**Work order:**
Show each line of the listing in which the word "names" occurs.

**Data under study:**
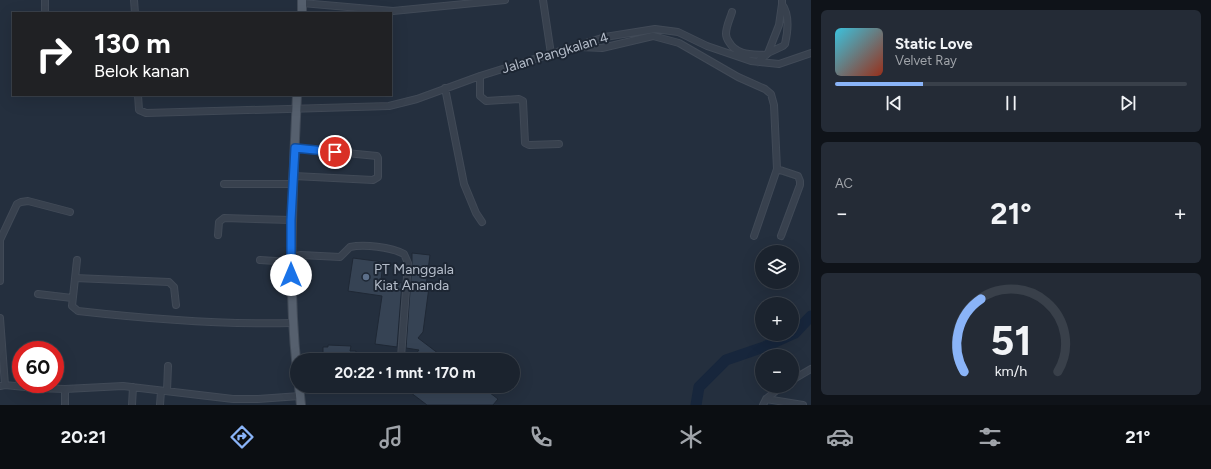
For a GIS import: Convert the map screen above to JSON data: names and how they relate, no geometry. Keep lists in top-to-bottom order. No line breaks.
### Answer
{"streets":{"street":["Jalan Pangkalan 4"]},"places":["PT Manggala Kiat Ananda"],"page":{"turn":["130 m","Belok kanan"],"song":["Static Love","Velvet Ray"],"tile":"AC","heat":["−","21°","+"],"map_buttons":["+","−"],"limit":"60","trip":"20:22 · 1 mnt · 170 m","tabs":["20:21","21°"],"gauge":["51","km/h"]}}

...

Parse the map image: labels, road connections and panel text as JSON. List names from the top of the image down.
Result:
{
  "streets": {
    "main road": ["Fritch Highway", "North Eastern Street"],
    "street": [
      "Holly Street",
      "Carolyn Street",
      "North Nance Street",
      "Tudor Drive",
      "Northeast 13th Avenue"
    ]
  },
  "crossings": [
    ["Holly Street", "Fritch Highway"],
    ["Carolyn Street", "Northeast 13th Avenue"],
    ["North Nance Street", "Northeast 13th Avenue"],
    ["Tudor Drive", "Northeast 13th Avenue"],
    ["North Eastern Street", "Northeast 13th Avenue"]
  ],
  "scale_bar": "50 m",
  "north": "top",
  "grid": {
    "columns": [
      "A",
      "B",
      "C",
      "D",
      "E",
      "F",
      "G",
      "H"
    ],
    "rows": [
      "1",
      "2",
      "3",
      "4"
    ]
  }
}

**Written response:**
For a GIS import: Convert the map screen above to JSON data: names and how they relate, no geometry. Keep lists in top-to-bottom order. No line breaks.
Parse the map image: labels, road connections and panel text as JSON. List names from the top of the image down.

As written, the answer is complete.